Hi @gcusello  Thank you for the answer and the SPL Query - it is much appreciated.

I have one more question - related to useACK = true

[tcpout]
defaultGroup = groupA
useACK = true

[tcpout:groupA]
server = x.x.x.x:9999
sslVersions = TLS1.2

[tcpout:groupB]
server = x.x.x.x:9997, x.x.x.x:9997, x.x.x.x:9997, x.x.x.x:9997

 

Can I set useACK = false for groupB? I feel maybe because the groupB indexers are under a huge load and in a different network therefore the acknowledgement would take time or be delayed that's why the data to groupB is not being sent in real-time and has delays because it is waiting for the acknowledgement.

What would you recommend regarding this configuration - setting useACK = false for groupB?

Thank you.

0 Karma

gcusello
Esteemed Legend

Hi @ahmadgul21,

yes you could but I don't hint this: it's always better to have acks!

If you have delays, consider them in your searches.

Ciao.

Giuseppe

0 Karma

ahmadgul21
Explorer

Hi @gcusello ,

I was able to finally run the search you provided, can you help me understand the snippet from the output pasted below,

output-ts-comm.PNG

 

 

 

 

 

It seems that there is a lot of queues in the parsing queue - fill percentage is on average around 96% approx.

 

Kind regards

0 Karma

gcusello
Esteemed Legend

Hi @ahmadgul21,

this means that you need to make a tuning activity on some of your hosts because there's a queue.

Ciao.

Giuseppe

0 Karma

ahmadgul21
Explorer

Hi @gcusello ,

I have been trying to figure out how to tune the servers and see if there are any other challenges.

The findings have been that even though useACK=true has been set in outputs.conf even still logs are being missed in Splunk - this was identified when it was identified that Splunk did not receive logs for a specific day and after checking on the Syslog Server I found there were logs for that day but they were not received in Splunk. 
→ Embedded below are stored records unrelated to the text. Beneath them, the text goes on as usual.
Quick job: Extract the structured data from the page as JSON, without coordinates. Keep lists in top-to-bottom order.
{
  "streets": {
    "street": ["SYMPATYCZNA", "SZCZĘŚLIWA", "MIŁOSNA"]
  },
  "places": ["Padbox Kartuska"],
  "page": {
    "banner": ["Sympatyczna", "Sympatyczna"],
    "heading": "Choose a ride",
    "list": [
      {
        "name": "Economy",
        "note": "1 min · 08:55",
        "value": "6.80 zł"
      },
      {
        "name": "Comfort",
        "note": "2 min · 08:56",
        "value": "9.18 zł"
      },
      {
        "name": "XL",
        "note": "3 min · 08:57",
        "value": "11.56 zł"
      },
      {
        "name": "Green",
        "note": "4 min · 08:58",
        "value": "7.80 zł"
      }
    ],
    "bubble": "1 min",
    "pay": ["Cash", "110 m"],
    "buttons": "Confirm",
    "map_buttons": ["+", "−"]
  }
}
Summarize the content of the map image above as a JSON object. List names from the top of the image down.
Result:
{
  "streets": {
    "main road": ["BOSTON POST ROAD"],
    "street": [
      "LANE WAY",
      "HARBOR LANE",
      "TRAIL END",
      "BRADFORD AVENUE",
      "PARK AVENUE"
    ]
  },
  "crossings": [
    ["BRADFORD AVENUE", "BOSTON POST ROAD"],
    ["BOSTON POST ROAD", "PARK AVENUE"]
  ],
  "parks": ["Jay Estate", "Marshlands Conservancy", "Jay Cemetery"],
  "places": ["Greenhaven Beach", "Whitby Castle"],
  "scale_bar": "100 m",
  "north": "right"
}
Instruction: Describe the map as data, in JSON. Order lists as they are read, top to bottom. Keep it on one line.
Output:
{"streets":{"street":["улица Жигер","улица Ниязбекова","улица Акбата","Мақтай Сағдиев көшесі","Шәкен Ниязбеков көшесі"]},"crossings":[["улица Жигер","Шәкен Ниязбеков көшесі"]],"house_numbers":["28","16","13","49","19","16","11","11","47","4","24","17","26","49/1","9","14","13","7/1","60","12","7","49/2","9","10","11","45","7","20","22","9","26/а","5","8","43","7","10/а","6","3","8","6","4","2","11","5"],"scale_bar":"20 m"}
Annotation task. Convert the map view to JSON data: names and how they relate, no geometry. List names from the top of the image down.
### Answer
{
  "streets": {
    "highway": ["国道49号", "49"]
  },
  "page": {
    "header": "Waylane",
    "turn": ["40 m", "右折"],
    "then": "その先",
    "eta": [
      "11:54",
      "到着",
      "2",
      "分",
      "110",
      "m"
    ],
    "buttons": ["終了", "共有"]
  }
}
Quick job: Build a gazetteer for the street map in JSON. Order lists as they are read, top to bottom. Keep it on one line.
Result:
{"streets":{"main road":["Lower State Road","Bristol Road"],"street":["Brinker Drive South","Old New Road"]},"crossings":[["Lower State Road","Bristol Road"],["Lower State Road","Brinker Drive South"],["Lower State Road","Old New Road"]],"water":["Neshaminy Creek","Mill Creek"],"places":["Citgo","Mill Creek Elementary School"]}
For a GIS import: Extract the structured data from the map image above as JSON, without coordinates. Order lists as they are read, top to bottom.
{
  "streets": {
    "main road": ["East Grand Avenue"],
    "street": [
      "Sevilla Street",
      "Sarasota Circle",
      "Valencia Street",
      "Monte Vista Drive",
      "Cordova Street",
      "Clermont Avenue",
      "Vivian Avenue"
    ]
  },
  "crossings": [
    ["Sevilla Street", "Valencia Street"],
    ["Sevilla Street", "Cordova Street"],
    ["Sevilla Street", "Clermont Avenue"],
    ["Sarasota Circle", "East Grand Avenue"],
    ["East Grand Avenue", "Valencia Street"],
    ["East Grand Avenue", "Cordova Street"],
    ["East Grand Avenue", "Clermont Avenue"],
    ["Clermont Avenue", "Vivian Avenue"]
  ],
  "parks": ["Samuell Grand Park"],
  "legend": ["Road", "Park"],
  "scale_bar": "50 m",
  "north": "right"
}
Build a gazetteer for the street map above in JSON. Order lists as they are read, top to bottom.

When you said to tune the hosts - there is only one host (Syslog Server - UF) which is sending the logs to Splunk and the settings of this host are as follows,

limits.conf
[thruput]
maxKBps = 0

outputs.conf
[tcpout]
forceTimebasedAutoLB = true
maxQueueSize = 7MB
useACK = true

The host has about 64 GB RAM.

Can you advise if possible on what settings to tune in the host limits.conf etc and about what could be the reason logs are missing even though useACK=true? (Can it be that the delay is so long in receiving the ACK from the Indexers that the Queue is filled up and older data is removed from Queue before being sent to the indexers?)

Kind regards

0 Karma

gcusello
Esteemed Legend

Hi @ahmadgul21,

the mandatory parameter to modify is maxKBps = 0, that means that you have no limites in parckets sending from UF to IDX.

Using this configuration, do you continue to have queues?

Ciao.

Giuseppe

0 Karma

ahmadgul21
Explorer

Hi @gcusello ,

Yes, this parameter maxKBps = 0 has been configured from the start - even still we have observed delays - queues as I shared in an earlier post. 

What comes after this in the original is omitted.